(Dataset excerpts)
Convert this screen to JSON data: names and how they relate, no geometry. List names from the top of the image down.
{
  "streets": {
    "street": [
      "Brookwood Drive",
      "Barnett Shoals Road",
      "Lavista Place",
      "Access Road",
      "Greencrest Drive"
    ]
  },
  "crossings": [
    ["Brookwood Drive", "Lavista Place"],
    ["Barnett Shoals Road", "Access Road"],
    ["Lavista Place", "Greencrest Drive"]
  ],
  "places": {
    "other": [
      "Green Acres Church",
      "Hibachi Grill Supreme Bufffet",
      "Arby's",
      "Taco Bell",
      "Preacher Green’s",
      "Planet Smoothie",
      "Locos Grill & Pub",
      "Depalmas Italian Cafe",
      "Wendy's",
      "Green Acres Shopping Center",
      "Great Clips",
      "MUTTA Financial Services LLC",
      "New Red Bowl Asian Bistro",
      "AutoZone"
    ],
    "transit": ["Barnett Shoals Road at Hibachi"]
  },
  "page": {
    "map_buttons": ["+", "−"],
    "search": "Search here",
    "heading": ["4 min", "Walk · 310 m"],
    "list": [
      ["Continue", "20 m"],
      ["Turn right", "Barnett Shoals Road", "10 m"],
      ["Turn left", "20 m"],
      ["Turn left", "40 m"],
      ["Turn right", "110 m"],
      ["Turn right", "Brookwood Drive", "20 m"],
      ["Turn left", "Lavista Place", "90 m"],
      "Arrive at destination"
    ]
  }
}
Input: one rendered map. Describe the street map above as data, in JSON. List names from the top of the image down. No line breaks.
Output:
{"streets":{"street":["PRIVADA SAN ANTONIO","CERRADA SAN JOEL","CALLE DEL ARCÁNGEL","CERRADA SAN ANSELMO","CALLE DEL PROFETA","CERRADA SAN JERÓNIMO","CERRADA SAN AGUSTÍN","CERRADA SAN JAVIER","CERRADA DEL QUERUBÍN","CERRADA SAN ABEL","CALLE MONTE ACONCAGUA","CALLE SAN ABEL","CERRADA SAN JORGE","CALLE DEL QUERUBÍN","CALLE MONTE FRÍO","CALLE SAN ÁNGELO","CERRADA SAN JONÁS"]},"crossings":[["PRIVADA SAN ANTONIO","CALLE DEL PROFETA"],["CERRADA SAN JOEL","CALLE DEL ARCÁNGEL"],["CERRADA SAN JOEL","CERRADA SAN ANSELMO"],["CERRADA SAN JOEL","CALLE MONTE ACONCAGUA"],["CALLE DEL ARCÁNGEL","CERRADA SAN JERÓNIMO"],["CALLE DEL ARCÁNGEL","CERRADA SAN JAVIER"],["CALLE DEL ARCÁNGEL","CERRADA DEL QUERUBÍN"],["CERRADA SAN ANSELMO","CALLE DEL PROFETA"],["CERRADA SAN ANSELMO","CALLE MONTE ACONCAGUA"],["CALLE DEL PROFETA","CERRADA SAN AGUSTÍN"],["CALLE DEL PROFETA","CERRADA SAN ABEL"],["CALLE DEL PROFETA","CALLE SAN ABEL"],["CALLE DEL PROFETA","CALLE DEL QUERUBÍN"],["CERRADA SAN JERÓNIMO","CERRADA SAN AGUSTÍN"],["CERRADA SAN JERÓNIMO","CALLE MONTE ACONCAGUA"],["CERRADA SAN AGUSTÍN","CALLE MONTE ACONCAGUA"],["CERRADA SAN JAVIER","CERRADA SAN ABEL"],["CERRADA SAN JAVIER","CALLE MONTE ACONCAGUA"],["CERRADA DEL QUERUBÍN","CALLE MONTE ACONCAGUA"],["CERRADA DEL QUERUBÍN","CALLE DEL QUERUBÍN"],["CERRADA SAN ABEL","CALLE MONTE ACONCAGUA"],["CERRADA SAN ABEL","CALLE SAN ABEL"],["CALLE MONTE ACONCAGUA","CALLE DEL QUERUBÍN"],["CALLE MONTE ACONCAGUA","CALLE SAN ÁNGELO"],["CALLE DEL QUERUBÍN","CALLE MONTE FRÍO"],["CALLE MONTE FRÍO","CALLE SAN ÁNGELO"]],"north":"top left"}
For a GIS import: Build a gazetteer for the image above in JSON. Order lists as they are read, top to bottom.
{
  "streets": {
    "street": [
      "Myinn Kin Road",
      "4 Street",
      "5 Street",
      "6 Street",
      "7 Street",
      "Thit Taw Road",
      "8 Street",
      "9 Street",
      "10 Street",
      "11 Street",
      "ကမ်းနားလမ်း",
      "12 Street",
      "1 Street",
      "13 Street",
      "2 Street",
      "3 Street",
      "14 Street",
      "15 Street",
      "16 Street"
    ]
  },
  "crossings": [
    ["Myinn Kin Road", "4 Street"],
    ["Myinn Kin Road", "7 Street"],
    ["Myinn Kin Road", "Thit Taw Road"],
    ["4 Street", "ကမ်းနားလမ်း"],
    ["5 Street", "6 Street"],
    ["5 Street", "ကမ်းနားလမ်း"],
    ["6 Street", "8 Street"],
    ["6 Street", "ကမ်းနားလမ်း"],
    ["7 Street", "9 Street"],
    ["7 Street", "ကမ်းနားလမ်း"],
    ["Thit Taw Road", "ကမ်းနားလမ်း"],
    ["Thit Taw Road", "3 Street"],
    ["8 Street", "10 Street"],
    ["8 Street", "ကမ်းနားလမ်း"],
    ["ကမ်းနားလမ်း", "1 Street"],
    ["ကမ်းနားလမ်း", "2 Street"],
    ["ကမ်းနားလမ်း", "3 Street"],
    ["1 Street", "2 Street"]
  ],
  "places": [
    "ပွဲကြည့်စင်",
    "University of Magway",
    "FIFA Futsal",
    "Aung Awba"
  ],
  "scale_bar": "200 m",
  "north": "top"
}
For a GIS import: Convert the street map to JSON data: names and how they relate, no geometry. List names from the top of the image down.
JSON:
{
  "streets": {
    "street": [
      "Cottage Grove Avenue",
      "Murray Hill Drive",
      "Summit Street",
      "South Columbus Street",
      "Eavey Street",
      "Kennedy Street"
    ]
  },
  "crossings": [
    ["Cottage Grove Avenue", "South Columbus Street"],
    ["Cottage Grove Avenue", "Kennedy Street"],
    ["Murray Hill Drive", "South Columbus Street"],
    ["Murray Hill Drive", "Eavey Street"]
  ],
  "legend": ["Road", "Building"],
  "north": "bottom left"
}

__The task__: The goal is a faithful transcription of every entry above.

__Reply to the task__:
Convert this screen to JSON data: names and how they relate, no geometry. List names from the top of the image down.
{
  "streets": {
    "street": [
      "Brookwood Drive",
      "Barnett Shoals Road",
      "Lavista Place",
      "Access Road",
      "Greencrest Drive"
    ]
  },
  "crossings": [
    ["Brookwood Drive", "Lavista Place"],
    ["Barnett Shoals Road", "Access Road"],
    ["Lavista Place", "Greencrest Drive"]
  ],
  "places": {
    "other": [
      "Green Acres Church",
      "Hibachi Grill Supreme Bufffet",
      "Arby's",
      "Taco Bell",
      "Preacher Green’s",
      "Planet Smoothie",
      "Locos Grill & Pub",
      "Depalmas Italian Cafe",
      "Wendy's",
      "Green Acres Shopping Center",
      "Great Clips",
      "MUTTA Financial Services LLC",
      "New Red Bowl Asian Bistro",
      "AutoZone"
    ],
    "transit": ["Barnett Shoals Road at Hibachi"]
  },
  "page": {
    "map_buttons": ["+", "−"],
    "search": "Search here",
    "heading": ["4 min", "Walk · 310 m"],
    "list": [
      ["Continue", "20 m"],
      ["Turn right", "Barnett Shoals Road", "10 m"],
      ["Turn left", "20 m"],
      ["Turn left", "40 m"],
      ["Turn right", "110 m"],
      ["Turn right", "Brookwood Drive", "20 m"],
      ["Turn left", "Lavista Place", "90 m"],
      "Arrive at destination"
    ]
  }
}
Input: one rendered map. Describe the street map above as data, in JSON. List names from the top of the image down. No line breaks.
Output:
{"streets":{"street":["PRIVADA SAN ANTONIO","CERRADA SAN JOEL","CALLE DEL ARCÁNGEL","CERRADA SAN ANSELMO","CALLE DEL PROFETA","CERRADA SAN JERÓNIMO","CERRADA SAN AGUSTÍN","CERRADA SAN JAVIER","CERRADA DEL QUERUBÍN","CERRADA SAN ABEL","CALLE MONTE ACONCAGUA","CALLE SAN ABEL","CERRADA SAN JORGE","CALLE DEL QUERUBÍN","CALLE MONTE FRÍO","CALLE SAN ÁNGELO","CERRADA SAN JONÁS"]},"crossings":[["PRIVADA SAN ANTONIO","CALLE DEL PROFETA"],["CERRADA SAN JOEL","CALLE DEL ARCÁNGEL"],["CERRADA SAN JOEL","CERRADA SAN ANSELMO"],["CERRADA SAN JOEL","CALLE MONTE ACONCAGUA"],["CALLE DEL ARCÁNGEL","CERRADA SAN JERÓNIMO"],["CALLE DEL ARCÁNGEL","CERRADA SAN JAVIER"],["CALLE DEL ARCÁNGEL","CERRADA DEL QUERUBÍN"],["CERRADA SAN ANSELMO","CALLE DEL PROFETA"],["CERRADA SAN ANSELMO","CALLE MONTE ACONCAGUA"],["CALLE DEL PROFETA","CERRADA SAN AGUSTÍN"],["CALLE DEL PROFETA","CERRADA SAN ABEL"],["CALLE DEL PROFETA","CALLE SAN ABEL"],["CALLE DEL PROFETA","CALLE DEL QUERUBÍN"],["CERRADA SAN JERÓNIMO","CERRADA SAN AGUSTÍN"],["CERRADA SAN JERÓNIMO","CALLE MONTE ACONCAGUA"],["CERRADA SAN AGUSTÍN","CALLE MONTE ACONCAGUA"],["CERRADA SAN JAVIER","CERRADA SAN ABEL"],["CERRADA SAN JAVIER","CALLE MONTE ACONCAGUA"],["CERRADA DEL QUERUBÍN","CALLE MONTE ACONCAGUA"],["CERRADA DEL QUERUBÍN","CALLE DEL QUERUBÍN"],["CERRADA SAN ABEL","CALLE MONTE ACONCAGUA"],["CERRADA SAN ABEL","CALLE SAN ABEL"],["CALLE MONTE ACONCAGUA","CALLE DEL QUERUBÍN"],["CALLE MONTE ACONCAGUA","CALLE SAN ÁNGELO"],["CALLE DEL QUERUBÍN","CALLE MONTE FRÍO"],["CALLE MONTE FRÍO","CALLE SAN ÁNGELO"]],"north":"top left"}
For a GIS import: Build a gazetteer for the image above in JSON. Order lists as they are read, top to bottom.
{
  "streets": {
    "street": [
      "Myinn Kin Road",
      "4 Street",
      "5 Street",
      "6 Street",
      "7 Street",
      "Thit Taw Road",
      "8 Street",
      "9 Street",
      "10 Street",
      "11 Street",
      "ကမ်းနားလမ်း",
      "12 Street",
      "1 Street",
      "13 Street",
      "2 Street",
      "3 Street",
      "14 Street",
      "15 Street",
      "16 Street"
    ]
  },
  "crossings": [
    ["Myinn Kin Road", "4 Street"],
    ["Myinn Kin Road", "7 Street"],
    ["Myinn Kin Road", "Thit Taw Road"],
    ["4 Street", "ကမ်းနားလမ်း"],
    ["5 Street", "6 Street"],
    ["5 Street", "ကမ်းနားလမ်း"],
    ["6 Street", "8 Street"],
    ["6 Street", "ကမ်းနားလမ်း"],
    ["7 Street", "9 Street"],
    ["7 Street", "ကမ်းနားလမ်း"],
    ["Thit Taw Road", "ကမ်းနားလမ်း"],
    ["Thit Taw Road", "3 Street"],
    ["8 Street", "10 Street"],
    ["8 Street", "ကမ်းနားလမ်း"],
    ["ကမ်းနားလမ်း", "1 Street"],
    ["ကမ်းနားလမ်း", "2 Street"],
    ["ကမ်းနားလမ်း", "3 Street"],
    ["1 Street", "2 Street"]
  ],
  "places": [
    "ပွဲကြည့်စင်",
    "University of Magway",
    "FIFA Futsal",
    "Aung Awba"
  ],
  "scale_bar": "200 m",
  "north": "top"
}
For a GIS import: Convert the street map to JSON data: names and how they relate, no geometry. List names from the top of the image down.
JSON:
{
  "streets": {
    "street": [
      "Cottage Grove Avenue",
      "Murray Hill Drive",
      "Summit Street",
      "South Columbus Street",
      "Eavey Street",
      "Kennedy Street"
    ]
  },
  "crossings": [
    ["Cottage Grove Avenue", "South Columbus Street"],
    ["Cottage Grove Avenue", "Kennedy Street"],
    ["Murray Hill Drive", "South Columbus Street"],
    ["Murray Hill Drive", "Eavey Street"]
  ],
  "legend": ["Road", "Building"],
  "north": "bottom left"
}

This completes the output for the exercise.